Marie-Anne Frison-Roche : Il est légitime de parler de sanctions, de répressions et de concevoir ainsi, c’est-à-dire d’une façon assez négative, l’articulation entre l’arbitrage international et le droit de la compliance. Mais celui-ci est infiniment plus large. On est tout au début de cette matière qui va se développer extraordinairement. Le sujet est d’ores et déjà davantage, et plus encore demain, de vérifier la solidité et la validité des relations de travail dans des chaînes d’activité. Or, c’est une perspective de transnationalité et non seulement d’extraterritorialité. Il s’agira également de concrétiser le devoir de vigilance, lequel n’est que la pointe avancée de la compliance, devoir qui repose sur l’entreprise maîtresse par rapport à une chaîne d’activités qu’elle a elle-même construite de pays en pays. Il ne s’agira alors pas de réfléchir seulement aux sanctions de droit pénal et à la dénonciation aux autorités publiques : la question portera en ex-ante sur du droit des contrats, du droit de la responsabilité civile, avec l’insertion qui se multiplie des clauses de compliance, notamment de vigilance, des clauses d’audit qui se démultiplient. L’arbitre en est et sera le juge naturel puisqu’il s’agit de droit des contrats. Mais il doit et devra se poser des questions systémiques comme celles du droit climatique parce que la compliance, qui consiste à internaliser dans les grandes entreprises des ambitions politiques fixées par les États (les « buts monumentaux »), est de nature systémique, cette nature étant ainsi incorporée dans les contrats et les litiges arbitraux qui adviennent. Au titre de l’ordre arbitral mondial, on demandera à l’arbitre de contribuer à la construction de cet ordre mondial sur la base contractuelle qui demeure la sienne. Pour ce faire, l’arbitre doit intégrer la dimension systémique de la compliance, aujourd’hui contractualisée.

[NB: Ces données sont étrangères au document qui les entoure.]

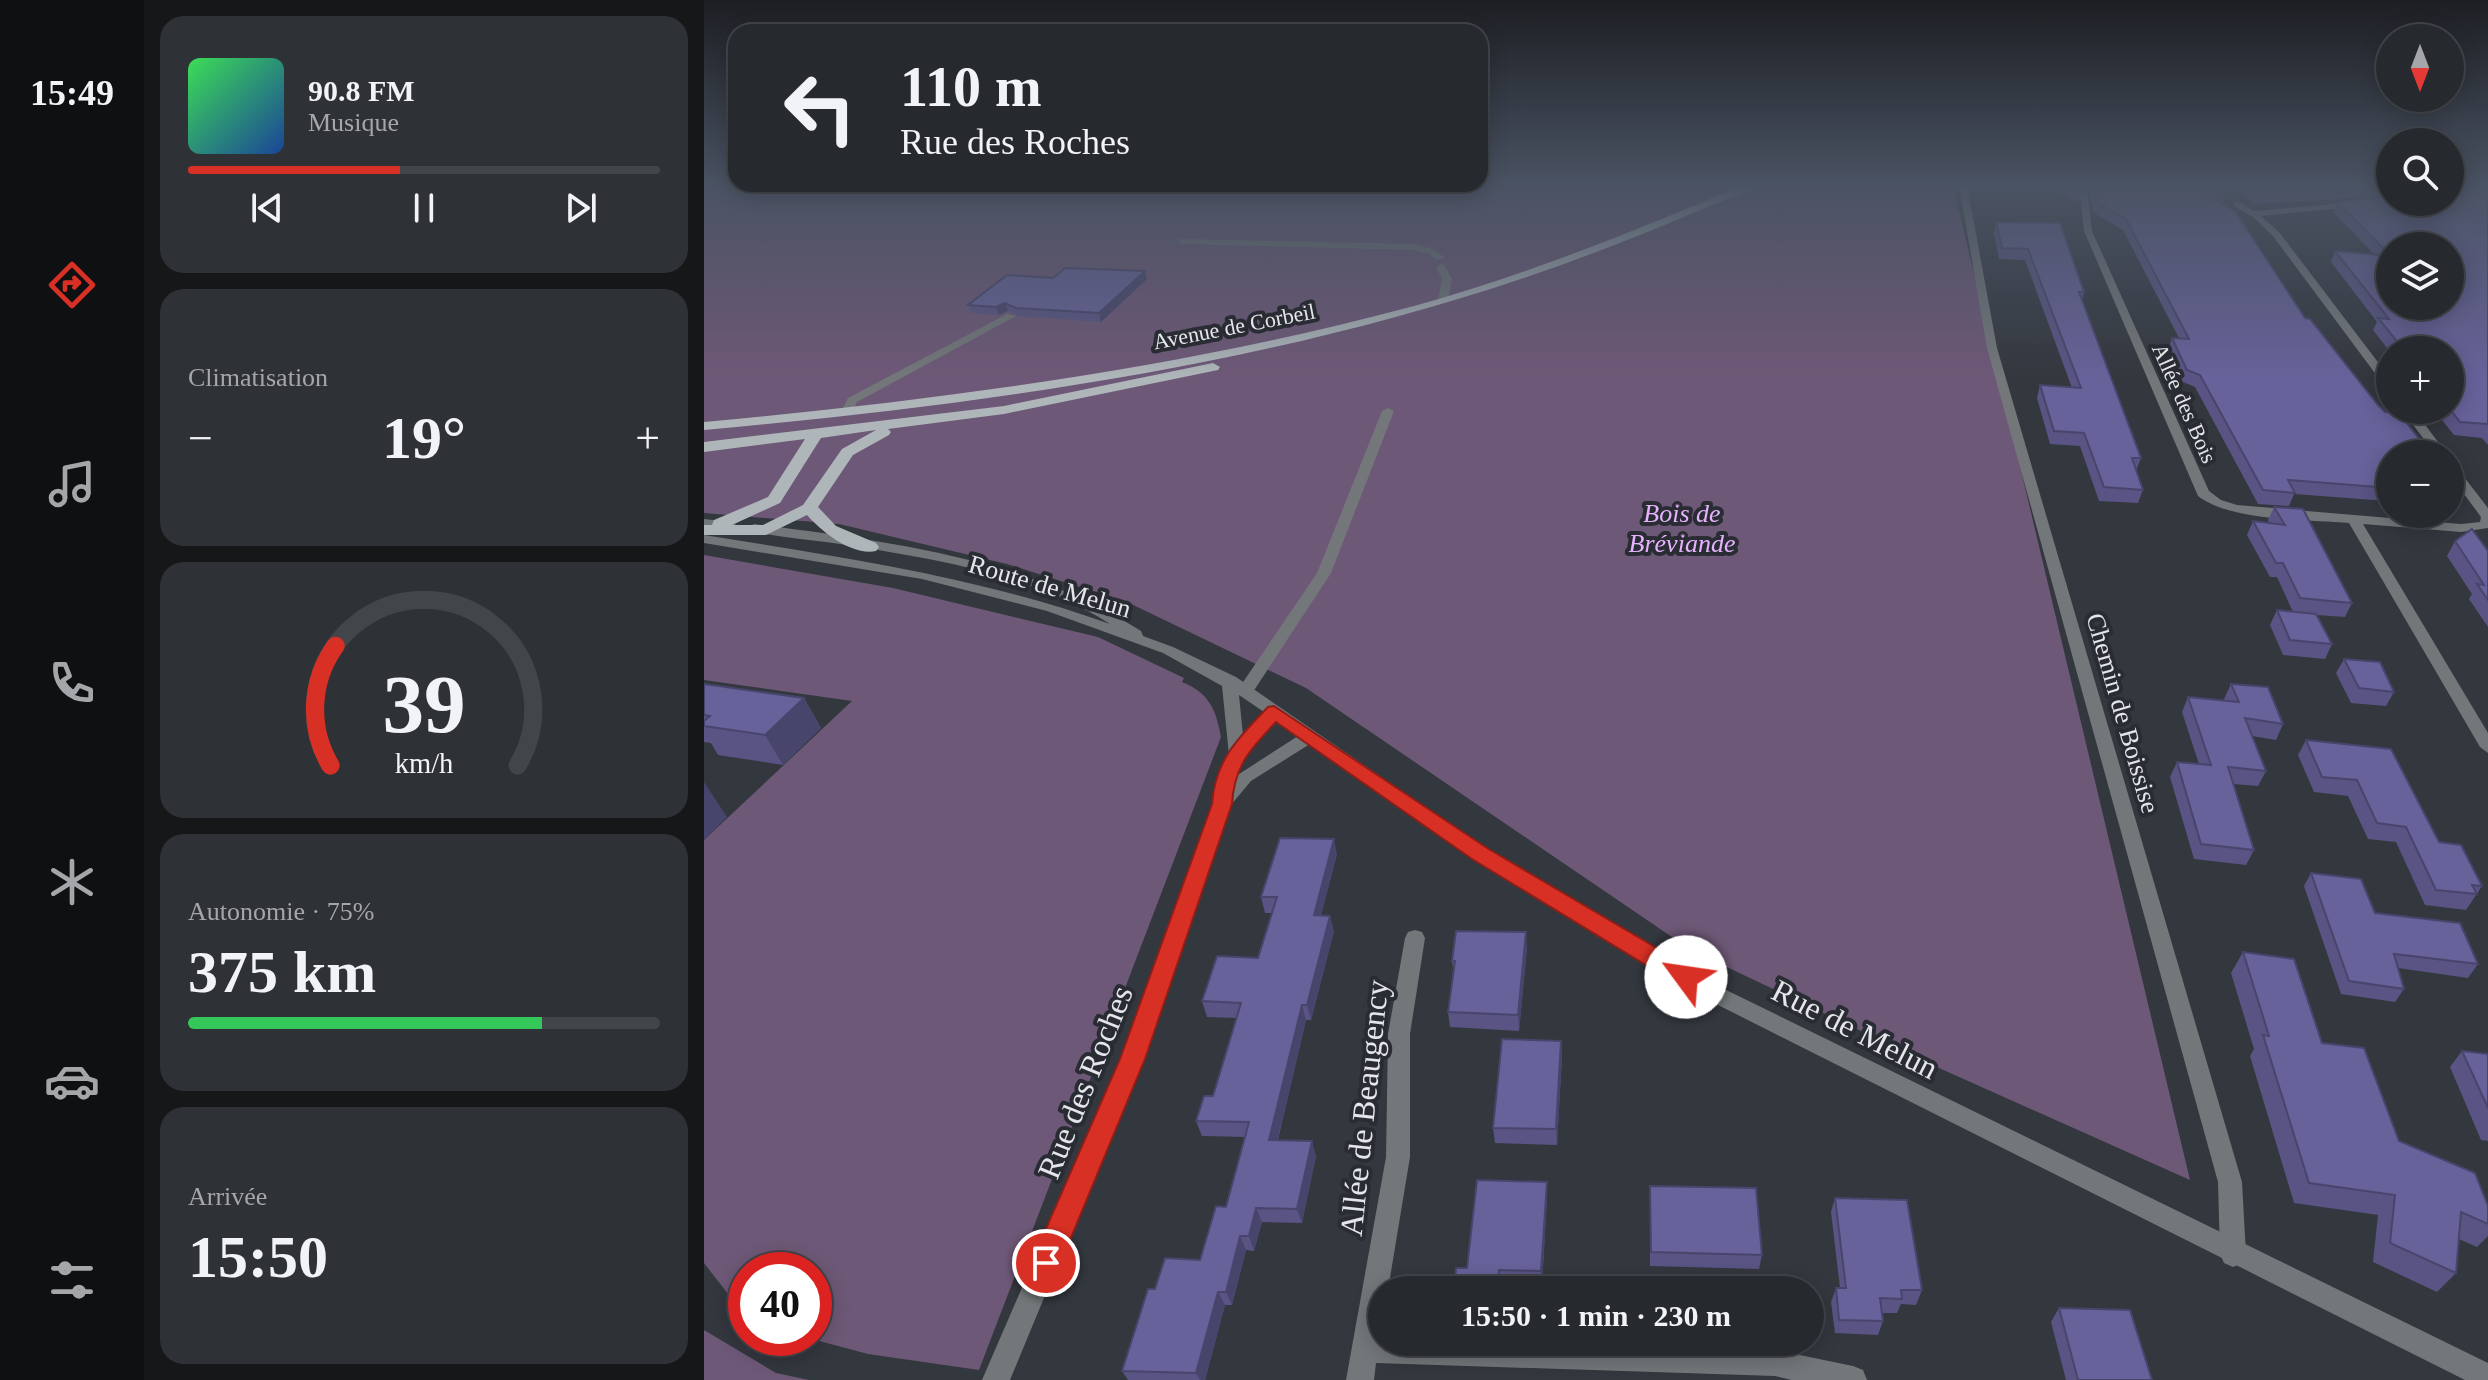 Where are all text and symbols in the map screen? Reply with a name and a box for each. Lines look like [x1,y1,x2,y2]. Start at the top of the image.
north arrow [2376,24,2464,112]
map controls [2376,24,2464,528]
icon: left [768,56,872,160]
text: 110 m [900,56,1042,118]
text: 15:49 [30,73,114,113]
text: 90.8 FM [308,74,415,107]
text: Musique [308,108,399,137]
text: Rue des Roches [900,122,1130,162]
button: search [2376,128,2464,216]
icon: previous [245,186,289,230]
icon: pause [402,186,446,230]
icon: next [559,186,603,230]
button: layers [2376,232,2464,320]
icon: directions [44,257,100,313]
street label: Avenue de Corbeil [1151,299,1317,354]
button: + [2376,336,2464,424]
street label: Allée des Bois [2147,340,2222,467]
text: Climatisation [188,363,328,392]
text: 19° [382,405,466,471]
text: − [188,414,213,463]
text: + [635,414,660,463]
button: − [2376,440,2464,528]
icon: music [44,456,100,512]
park label: Bois de Bréviande [1629,499,1735,558]
street label: Route de Melun [965,549,1134,624]
street label: Chemin de Boissise [2080,610,2165,816]
icon: phone [44,655,100,711]
text: 39 [382,658,466,750]
text: km/h [395,748,453,779]
icon: climate [44,854,100,910]
text: Autonomie · 75% [188,897,374,926]
position arrow [1644,935,1728,1019]
text: 375 km [188,939,376,1005]
street label: Rue de Melun [1766,972,1944,1086]
street label: Allée de Beaugency [1333,978,1395,1238]
street label: Rue des Roches [1030,980,1140,1184]
icon: car [44,1053,100,1109]
text: Arrivée [188,1182,267,1211]
text: 15:50 [188,1224,328,1290]
pin [1012,1229,1080,1297]
icon: arrive [1024,1241,1068,1285]
icon: filters [44,1252,100,1308]
speed limit sign: 40 [728,1252,832,1356]
text: 15:50 · 1 min · 230 m [1461,1299,1731,1332]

François Ancel, qui était président de la chambre internationale de la cour d’appel de Paris avant de devenir haut-conseiller à la Cour de cassation, partage d’ailleurs cette appréhension du droit de la compliance, articulant la dimension systémique, l’efficacité contractuelle et l’appui juridictionnel. La cour d’appel de Paris et la Cour de cassation me semblent ouvertes à une sorte d’office systémique des arbitres qui fait que compliance et arbitrage international vont entrer en symbiose. Notamment en matière de protection climatique et de droits humains. Cela peut donner à la place de Paris un rôle essentiel car le droit de la compliance est plus large, plus ambitieux et plus « positif » que la seule lutte contre la corruption. En effet, ce sont des autorités publiques qui expriment une ambition, que ce soit en matière climatique, énergétique, la protection des personnes, de l’information ou encore des données. Les entreprises prennent des engagements, notamment dans des chartes, et contractualisent leurs obligations réglementaires en les ajustant à leur propre culture et aux différentes implantations. Et c’est alors le rôle du juge, du régulateur et des arbitres de contrôler l’efficacité, l’équilibre, voire l’équité de l’ensemble, aussi bien dans l’arbitrage d’investissement que dans l’arbitrage commercial. Les autorités publiques attendent donc de l’arbitre qu’il joue son rôle, elles n’y sont pas hostiles. L’enjeu est bien de forger cette nouvelle culture car les arbitres doivent s’y ouvrir et contribuer à l’effectivité des engagements tout au long de la chaîne d’activités des entreprises.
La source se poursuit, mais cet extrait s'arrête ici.